Beides ist keine Ideallösung. Überlässt man die Entscheidung den Ärzten, besteht die Gefahr, dass eher ein geschicktes Pharmamarketing als der Nutzen der Medikamente bestimmt, was verschrieben wird. Entscheidet hingegen ein staatliches oder staatsnahes Institut, besteht die Gefahr, dass auch nach Kassenlage entschieden wird. Eine Rationierung durch die Hintertür.
Bisher herrschten in Deutschland für die Pillenhersteller paradiesische Zustände. "Deutschland ist das einzige Land, in dem die Pharmaindustrie ihre neuen Medikamente zu fast jedem von ihr selbst bestimmten Preis auf Kassenkosten in den Markt drücken kann", sagt GBA-Chef Hess. Und Sawicki formuliert das so: "Die pharmazeutische Industrie betrachtet Deutschland als Selbstbedienungsladen."

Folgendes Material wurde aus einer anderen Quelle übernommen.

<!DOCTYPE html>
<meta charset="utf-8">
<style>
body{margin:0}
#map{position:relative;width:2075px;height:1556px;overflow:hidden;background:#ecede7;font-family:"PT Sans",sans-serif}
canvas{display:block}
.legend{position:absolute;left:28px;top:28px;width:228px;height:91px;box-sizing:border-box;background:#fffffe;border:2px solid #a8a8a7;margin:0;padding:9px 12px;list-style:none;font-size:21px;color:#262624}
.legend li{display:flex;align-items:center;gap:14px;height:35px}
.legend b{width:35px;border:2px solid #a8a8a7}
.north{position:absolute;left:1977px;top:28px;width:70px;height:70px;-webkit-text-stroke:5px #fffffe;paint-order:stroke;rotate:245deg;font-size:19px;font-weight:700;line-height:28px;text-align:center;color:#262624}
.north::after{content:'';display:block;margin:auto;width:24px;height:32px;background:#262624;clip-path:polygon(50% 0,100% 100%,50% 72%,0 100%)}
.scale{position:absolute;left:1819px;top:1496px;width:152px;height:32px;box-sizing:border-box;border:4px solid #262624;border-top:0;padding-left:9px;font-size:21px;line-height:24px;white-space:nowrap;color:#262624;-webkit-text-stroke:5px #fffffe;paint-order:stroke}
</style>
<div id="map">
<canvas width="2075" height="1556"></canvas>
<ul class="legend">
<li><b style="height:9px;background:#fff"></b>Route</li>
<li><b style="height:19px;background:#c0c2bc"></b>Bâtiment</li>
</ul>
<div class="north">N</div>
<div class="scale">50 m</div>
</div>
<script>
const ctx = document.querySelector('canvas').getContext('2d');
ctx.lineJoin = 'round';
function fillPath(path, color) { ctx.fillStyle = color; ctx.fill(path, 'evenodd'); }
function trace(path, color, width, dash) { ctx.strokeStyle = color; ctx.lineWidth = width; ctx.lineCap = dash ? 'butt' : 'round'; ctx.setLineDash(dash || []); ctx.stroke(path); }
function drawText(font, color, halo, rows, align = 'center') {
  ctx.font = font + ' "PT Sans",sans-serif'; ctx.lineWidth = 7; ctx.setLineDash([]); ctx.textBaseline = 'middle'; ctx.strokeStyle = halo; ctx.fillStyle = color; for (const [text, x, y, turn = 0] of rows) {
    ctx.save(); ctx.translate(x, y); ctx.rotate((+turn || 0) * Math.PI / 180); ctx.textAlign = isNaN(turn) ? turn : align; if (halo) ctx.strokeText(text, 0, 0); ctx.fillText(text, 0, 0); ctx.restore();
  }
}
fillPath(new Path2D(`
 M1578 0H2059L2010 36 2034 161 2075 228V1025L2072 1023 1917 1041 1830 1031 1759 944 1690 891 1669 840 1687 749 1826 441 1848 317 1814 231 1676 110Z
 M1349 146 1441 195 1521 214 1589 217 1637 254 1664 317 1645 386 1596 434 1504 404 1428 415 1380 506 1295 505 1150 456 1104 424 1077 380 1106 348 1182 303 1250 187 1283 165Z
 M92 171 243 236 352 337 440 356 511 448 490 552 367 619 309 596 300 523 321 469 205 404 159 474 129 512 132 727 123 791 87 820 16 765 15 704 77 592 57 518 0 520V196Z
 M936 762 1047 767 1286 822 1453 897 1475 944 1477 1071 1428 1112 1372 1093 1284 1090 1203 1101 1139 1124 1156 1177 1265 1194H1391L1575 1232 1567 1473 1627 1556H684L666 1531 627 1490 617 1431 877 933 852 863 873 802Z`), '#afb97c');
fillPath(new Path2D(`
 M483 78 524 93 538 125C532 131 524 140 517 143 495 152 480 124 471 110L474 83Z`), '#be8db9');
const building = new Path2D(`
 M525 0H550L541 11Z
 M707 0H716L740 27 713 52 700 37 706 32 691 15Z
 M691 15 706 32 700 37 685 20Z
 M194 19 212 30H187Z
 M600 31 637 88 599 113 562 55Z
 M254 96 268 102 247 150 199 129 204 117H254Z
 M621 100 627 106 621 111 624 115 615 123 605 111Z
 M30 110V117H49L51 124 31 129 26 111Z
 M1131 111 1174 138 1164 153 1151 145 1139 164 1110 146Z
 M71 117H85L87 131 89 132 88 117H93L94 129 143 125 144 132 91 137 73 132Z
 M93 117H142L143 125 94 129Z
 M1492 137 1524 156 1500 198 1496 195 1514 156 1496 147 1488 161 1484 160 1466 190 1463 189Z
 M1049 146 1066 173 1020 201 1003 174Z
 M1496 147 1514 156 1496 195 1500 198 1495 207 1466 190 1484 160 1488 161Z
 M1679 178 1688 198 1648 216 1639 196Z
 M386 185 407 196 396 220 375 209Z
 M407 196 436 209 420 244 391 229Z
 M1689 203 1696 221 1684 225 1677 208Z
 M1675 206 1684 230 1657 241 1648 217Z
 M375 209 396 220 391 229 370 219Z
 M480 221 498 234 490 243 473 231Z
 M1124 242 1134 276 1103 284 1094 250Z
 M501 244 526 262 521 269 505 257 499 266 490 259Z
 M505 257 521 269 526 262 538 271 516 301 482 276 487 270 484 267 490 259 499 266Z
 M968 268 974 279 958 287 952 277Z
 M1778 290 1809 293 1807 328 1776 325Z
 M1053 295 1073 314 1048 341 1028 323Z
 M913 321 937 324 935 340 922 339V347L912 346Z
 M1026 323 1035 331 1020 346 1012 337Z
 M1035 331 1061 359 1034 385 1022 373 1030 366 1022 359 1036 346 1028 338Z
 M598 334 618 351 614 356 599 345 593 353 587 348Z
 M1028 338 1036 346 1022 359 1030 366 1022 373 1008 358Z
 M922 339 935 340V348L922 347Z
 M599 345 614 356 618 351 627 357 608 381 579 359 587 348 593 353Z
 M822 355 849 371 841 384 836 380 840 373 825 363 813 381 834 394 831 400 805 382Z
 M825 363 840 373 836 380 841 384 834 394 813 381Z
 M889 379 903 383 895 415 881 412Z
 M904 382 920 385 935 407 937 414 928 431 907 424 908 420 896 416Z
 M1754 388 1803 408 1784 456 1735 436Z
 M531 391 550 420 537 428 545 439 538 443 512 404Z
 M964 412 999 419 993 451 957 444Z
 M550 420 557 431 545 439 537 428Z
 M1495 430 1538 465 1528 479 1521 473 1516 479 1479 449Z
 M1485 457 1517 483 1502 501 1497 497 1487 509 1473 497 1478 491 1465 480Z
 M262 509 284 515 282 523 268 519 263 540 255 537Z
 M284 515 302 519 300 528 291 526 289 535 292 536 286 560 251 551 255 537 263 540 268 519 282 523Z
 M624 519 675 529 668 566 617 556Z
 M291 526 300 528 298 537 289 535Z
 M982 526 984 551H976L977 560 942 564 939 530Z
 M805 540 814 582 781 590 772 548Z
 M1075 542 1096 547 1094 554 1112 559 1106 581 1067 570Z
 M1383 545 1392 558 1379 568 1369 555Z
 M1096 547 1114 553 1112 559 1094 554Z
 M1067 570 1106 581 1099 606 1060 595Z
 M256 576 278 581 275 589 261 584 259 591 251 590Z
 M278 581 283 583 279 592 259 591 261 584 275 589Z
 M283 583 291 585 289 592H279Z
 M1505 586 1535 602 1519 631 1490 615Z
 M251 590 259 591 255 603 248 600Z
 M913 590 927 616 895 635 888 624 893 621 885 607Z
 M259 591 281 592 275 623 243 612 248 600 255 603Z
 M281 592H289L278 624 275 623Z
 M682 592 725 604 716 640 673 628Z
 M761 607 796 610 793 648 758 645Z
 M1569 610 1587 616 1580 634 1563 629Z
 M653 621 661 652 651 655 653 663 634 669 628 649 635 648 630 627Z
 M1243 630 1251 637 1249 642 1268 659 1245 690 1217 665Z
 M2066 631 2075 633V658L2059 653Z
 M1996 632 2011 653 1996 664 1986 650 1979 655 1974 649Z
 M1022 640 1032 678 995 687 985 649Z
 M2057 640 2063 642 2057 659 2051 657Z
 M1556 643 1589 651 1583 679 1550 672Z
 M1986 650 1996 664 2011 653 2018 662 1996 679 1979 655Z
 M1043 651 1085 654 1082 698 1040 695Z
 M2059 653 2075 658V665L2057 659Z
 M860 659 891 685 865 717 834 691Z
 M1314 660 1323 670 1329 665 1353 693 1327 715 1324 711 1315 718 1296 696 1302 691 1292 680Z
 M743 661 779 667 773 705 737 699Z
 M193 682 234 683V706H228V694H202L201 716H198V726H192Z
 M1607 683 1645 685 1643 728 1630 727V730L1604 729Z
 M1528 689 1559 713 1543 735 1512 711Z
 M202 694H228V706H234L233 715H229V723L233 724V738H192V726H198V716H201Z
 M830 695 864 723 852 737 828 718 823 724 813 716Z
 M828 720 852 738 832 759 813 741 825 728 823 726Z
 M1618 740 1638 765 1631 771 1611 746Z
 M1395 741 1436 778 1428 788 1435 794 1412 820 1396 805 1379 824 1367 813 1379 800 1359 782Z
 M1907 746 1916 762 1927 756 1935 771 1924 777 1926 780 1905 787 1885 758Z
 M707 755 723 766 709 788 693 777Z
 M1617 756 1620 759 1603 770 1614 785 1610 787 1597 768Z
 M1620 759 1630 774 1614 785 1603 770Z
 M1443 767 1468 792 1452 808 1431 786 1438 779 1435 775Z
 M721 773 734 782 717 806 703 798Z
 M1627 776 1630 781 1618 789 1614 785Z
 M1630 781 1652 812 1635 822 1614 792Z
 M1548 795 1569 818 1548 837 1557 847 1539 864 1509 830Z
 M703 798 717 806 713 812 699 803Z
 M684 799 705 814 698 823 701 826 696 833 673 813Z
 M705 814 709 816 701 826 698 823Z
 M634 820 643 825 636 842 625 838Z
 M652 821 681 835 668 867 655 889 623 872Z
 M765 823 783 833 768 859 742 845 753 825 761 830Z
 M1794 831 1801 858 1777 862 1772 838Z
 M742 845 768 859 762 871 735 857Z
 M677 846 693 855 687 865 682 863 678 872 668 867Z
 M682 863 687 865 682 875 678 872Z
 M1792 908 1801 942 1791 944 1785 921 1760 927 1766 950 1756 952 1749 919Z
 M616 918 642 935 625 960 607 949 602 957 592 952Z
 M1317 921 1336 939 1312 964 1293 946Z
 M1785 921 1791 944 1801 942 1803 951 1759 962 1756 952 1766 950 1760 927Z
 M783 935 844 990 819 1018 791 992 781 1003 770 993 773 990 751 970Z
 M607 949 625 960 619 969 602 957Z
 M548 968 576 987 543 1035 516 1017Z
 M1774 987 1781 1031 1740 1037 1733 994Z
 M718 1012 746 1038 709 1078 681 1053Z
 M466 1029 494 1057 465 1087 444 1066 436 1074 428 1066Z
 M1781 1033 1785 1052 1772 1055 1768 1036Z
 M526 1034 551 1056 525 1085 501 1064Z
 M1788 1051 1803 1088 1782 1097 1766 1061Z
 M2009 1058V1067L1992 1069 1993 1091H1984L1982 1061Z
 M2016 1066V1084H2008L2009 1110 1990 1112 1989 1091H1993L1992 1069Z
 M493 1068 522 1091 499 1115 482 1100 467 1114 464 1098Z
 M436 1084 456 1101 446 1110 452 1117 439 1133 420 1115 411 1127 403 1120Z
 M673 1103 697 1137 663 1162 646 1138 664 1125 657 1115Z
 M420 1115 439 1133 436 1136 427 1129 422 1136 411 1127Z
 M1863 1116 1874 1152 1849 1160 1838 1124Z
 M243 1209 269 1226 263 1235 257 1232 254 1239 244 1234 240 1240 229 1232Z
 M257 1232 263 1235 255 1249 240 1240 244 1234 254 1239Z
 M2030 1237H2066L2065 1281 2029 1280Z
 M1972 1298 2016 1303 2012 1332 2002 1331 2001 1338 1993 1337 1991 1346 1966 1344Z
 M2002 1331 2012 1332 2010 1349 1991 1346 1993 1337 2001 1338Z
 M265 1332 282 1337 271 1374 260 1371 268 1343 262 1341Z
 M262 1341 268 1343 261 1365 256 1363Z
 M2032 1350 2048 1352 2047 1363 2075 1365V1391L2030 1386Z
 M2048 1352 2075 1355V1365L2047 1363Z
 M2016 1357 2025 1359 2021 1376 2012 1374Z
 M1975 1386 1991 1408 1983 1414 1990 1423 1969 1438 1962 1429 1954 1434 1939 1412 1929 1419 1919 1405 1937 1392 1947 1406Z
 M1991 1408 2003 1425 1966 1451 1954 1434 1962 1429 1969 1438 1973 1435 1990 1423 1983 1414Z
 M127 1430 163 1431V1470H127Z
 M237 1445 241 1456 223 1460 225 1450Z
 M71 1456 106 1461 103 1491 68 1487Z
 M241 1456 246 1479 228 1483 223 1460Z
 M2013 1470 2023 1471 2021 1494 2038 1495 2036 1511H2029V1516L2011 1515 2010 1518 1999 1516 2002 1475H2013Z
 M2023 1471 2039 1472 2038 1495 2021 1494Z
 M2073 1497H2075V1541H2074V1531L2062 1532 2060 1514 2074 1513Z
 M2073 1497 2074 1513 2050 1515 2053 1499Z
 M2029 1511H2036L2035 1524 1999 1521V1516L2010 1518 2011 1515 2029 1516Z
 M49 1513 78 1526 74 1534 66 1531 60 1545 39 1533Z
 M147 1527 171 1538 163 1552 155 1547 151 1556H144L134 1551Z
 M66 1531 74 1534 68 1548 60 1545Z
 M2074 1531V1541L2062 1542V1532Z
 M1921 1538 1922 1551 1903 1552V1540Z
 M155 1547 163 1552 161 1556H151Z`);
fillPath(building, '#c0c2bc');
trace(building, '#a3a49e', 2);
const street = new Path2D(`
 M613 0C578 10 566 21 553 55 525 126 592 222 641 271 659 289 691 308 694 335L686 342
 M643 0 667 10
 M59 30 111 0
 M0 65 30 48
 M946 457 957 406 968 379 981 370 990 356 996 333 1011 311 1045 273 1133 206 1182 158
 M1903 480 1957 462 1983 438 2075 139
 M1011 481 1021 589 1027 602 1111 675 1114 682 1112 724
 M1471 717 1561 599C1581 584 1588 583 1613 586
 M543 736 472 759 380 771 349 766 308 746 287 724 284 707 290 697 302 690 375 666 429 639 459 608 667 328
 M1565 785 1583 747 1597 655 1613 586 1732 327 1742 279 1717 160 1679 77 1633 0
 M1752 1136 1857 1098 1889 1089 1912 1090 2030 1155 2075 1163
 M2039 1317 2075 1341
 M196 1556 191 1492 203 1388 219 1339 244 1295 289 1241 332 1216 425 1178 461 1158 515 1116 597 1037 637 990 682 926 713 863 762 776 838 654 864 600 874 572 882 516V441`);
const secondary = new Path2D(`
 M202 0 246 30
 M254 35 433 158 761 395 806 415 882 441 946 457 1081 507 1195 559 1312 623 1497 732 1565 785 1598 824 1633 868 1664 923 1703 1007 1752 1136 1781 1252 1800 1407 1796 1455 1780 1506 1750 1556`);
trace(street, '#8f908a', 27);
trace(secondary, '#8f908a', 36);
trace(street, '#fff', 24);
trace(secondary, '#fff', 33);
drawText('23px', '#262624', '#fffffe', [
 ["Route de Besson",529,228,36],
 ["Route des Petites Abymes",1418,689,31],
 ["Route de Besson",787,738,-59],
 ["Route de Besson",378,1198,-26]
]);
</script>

Der Blick über die Grenze zeigt: Die Verantwortlichen der Gesundheitssysteme anderer Länder stellen die Medizin, die sie ihren Versicherten geben, in ähnlicher Weise auf den Prüfstand. Australien begann schon 1987, den Nutzen von Medikamenten zu bewerten. 1994 folgten Kanada und die Schweiz, später die Niederlande, Finnland, Frankreich, Neuseeland und Österreich. Seit vier Jahren berät das unabhängige britische National Institute for Health and Clinical Excellence Medikamente (Nice) das staatliche Gesundheitswesen NHS. Zu Beginn seiner Arbeit war das Nice ähnlich umstritten wie das deutsche IQWiG. Heute zählt es dank verständlicher Kriterien auch im Urteil der Pharmabranche zu den angesehenen Instituten.
Dabei fällt das Nice immer wieder heikle Entscheidungen. So urteilte es noch im Sommer vergangenen Jahres, die neuen Darmkrebsmittel Erbitux von Merck und Avastin von Roche böten zu wenig Nutzen, um zusätzliche Therapiekosten von 26 000 Euro im Jahr zu rechtfertigen. Die Medikamente, so kritisierten die Gutachter, verlängerten das Leben der Patienten im Vergleich zu Chemotherapien "nur" um 1,7 (Erbitux) und 4,7 Monate (Avastin).
In Australien darf ein statistisch gewonnenes Lebensjahr pro Jahr maximal 25 000 Euro kosten. In Neuseeland liegt die Summe gar bei nur 10 500 Euro.